Les États-Unis ont réactivé, mardi 3 février 2026, l’African Growth and Opportunity Act (AGOA), un accord commercial majeur permettant à de nombreux produits africains d’accéder au marché américain en franchise de droits de douane, rapportent des médias internationaux.
Lancé en 2000 par Washington, l’AGOA a été prolongé jusqu’au 31 décembre 2026, avec effet rétroactif au 30 septembre 2025, date de son expiration, a précisé le représentant au Commerce de la Maison Blanche (USTR), Jamieson Greer.
Pilier des relations commerciales entre les États-Unis et l’Afrique, l’AGOA offre à plusieurs pays africains la possibilité d’exporter vers le marché américain une large gamme de produits sans droits de douane, sous réserve du respect de certaines conditions, notamment le pluralisme politique, le respect des droits humains et la lutte contre la corruption.
L’accord concerne une trentaine de pays africains, parmi lesquels l’Angola, le Bénin, la Côte d’Ivoire, le Ghana, le Kenya, Madagascar et le Sénégal. Il couvre un vaste éventail de produits, allant de l’habillement aux produits agricoles comme l’igname, en passant par certains produits manufacturés, dont les véhicules.
La reconduction de l’AGOA figure dans le texte promulgué mardi par le président Donald Trump, mettant fin à plus de trois jours de paralysie partielle de l’administration fédérale américaine.
L’administration Trump avait fait de l’expiration de l’accord un levier de pression sur les pays africains. En octobre dernier, le ministre ghanéen des Affaires étrangères, Samuel Okudzeto Ablakwa, avait reconnu que Washington avait conditionné la prolongation de l’AGOA à certaines exigences.
Il a indiqué vouloir collaborer avec les parlementaires américains afin de moderniser le programme et de l’aligner sur la politique « L’Amérique d’abord » du président Trump.

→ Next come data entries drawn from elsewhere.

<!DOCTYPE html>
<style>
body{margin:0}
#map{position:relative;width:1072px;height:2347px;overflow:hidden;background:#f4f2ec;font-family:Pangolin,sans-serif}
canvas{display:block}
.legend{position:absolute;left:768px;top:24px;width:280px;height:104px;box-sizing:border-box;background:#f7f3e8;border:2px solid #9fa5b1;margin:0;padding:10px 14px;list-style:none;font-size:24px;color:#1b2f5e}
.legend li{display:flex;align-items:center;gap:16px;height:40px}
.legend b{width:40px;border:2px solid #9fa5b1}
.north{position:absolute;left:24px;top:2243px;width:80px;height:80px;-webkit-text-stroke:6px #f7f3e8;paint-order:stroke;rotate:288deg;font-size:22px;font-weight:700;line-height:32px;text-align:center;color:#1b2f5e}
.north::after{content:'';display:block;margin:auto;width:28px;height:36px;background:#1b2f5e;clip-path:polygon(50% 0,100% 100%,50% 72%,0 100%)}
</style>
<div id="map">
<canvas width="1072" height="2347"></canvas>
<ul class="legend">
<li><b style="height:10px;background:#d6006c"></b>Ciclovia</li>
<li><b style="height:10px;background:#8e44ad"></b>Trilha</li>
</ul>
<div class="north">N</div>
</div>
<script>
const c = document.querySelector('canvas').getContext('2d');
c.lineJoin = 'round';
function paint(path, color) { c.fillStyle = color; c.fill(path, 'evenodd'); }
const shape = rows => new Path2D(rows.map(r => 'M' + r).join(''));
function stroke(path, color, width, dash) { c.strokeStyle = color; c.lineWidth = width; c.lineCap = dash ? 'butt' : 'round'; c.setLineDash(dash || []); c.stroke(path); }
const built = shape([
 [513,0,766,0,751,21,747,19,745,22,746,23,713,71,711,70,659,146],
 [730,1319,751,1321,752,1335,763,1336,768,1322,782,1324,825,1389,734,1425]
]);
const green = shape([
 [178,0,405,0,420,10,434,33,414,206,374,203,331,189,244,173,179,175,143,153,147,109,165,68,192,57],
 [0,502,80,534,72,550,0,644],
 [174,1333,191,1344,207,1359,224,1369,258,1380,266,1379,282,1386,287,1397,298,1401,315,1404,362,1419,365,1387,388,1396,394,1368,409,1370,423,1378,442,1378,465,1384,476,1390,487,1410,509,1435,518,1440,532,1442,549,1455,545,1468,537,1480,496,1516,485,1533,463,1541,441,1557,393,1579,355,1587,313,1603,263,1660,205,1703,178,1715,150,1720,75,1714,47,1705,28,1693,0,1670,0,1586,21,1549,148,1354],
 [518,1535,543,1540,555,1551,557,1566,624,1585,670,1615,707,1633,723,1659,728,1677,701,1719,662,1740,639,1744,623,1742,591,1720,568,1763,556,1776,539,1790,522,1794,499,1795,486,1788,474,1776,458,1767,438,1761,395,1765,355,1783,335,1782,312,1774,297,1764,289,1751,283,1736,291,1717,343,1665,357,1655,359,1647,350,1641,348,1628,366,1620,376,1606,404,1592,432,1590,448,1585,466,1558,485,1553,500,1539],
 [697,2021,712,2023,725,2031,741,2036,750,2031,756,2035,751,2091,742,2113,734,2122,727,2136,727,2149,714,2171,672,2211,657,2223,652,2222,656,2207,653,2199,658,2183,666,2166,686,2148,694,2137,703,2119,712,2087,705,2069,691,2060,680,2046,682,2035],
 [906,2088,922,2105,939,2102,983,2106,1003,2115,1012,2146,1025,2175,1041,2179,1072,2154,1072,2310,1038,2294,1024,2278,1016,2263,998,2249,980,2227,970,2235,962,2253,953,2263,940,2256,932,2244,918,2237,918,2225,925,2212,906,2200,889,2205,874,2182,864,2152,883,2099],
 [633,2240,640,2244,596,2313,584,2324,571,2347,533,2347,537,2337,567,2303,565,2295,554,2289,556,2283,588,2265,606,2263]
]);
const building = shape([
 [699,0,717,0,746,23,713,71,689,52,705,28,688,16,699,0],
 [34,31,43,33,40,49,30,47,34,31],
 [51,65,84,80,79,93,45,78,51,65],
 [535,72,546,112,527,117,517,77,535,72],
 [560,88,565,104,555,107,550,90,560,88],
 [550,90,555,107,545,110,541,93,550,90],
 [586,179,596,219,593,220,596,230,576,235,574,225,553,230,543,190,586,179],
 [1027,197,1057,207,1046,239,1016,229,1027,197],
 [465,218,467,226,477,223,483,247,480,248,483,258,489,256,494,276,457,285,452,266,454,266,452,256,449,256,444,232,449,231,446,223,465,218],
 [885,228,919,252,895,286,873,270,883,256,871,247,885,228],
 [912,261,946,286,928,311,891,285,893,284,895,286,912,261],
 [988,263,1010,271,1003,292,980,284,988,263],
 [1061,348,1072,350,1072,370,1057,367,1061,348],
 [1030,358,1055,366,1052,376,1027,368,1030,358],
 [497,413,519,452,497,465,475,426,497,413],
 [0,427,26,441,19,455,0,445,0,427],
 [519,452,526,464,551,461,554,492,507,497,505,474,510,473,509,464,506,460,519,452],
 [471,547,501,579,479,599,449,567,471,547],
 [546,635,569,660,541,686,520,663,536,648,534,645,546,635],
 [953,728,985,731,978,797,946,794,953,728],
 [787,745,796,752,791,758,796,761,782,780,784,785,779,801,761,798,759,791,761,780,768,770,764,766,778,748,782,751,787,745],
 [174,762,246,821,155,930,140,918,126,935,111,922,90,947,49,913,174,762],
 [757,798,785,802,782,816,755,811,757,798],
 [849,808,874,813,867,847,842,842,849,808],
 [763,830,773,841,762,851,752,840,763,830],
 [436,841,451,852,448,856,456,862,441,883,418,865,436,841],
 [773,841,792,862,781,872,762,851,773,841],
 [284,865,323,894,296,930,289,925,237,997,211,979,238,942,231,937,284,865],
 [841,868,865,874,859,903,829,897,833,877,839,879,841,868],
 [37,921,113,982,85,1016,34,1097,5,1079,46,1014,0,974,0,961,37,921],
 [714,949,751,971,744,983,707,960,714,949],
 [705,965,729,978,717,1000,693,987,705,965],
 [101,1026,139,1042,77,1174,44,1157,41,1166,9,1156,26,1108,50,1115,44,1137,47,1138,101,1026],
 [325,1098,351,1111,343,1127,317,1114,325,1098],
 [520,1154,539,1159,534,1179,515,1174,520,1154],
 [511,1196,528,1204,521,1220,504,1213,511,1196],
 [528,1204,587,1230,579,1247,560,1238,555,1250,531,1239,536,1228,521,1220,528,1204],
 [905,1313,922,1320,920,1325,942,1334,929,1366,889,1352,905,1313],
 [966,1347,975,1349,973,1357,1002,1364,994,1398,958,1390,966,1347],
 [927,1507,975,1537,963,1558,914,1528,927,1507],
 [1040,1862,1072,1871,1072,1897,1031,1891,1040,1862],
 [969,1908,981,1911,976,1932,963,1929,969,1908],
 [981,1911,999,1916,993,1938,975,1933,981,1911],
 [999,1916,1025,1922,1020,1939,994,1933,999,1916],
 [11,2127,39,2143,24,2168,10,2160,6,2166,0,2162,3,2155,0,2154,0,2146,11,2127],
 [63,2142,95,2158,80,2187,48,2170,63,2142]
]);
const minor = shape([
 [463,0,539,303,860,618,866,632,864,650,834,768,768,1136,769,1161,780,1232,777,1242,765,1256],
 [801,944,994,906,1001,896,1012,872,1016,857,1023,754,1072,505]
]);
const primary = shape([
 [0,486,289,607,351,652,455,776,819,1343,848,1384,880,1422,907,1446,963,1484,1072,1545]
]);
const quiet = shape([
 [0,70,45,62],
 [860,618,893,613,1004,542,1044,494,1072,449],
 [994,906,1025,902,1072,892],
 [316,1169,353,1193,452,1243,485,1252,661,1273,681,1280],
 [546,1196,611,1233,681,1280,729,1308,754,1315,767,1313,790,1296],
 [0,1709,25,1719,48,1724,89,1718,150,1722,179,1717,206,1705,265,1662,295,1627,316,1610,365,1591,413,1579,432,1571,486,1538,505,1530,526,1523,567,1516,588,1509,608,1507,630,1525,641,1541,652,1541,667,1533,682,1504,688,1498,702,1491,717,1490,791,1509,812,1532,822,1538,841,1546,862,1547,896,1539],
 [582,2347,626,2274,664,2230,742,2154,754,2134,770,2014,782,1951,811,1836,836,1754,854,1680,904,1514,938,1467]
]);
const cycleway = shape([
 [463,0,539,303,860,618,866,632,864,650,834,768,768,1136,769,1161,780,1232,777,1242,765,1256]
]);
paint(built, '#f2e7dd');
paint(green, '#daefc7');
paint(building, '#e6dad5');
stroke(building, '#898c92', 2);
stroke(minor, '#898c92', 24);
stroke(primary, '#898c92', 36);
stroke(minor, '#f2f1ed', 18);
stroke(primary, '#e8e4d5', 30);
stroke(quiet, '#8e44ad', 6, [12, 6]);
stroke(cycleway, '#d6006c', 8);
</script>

La Maison Blanche a par ailleurs rappelé à plusieurs reprises que les pays africains souhaitant bénéficier de la prolongation de l’AGOA devraient ouvrir davantage leurs marchés aux produits américains.
En janvier, la Chambre des représentants avait voté en faveur d’une reconduction de l’accord pour trois ans, mais le Sénat a finalement ramené sa durée à un an.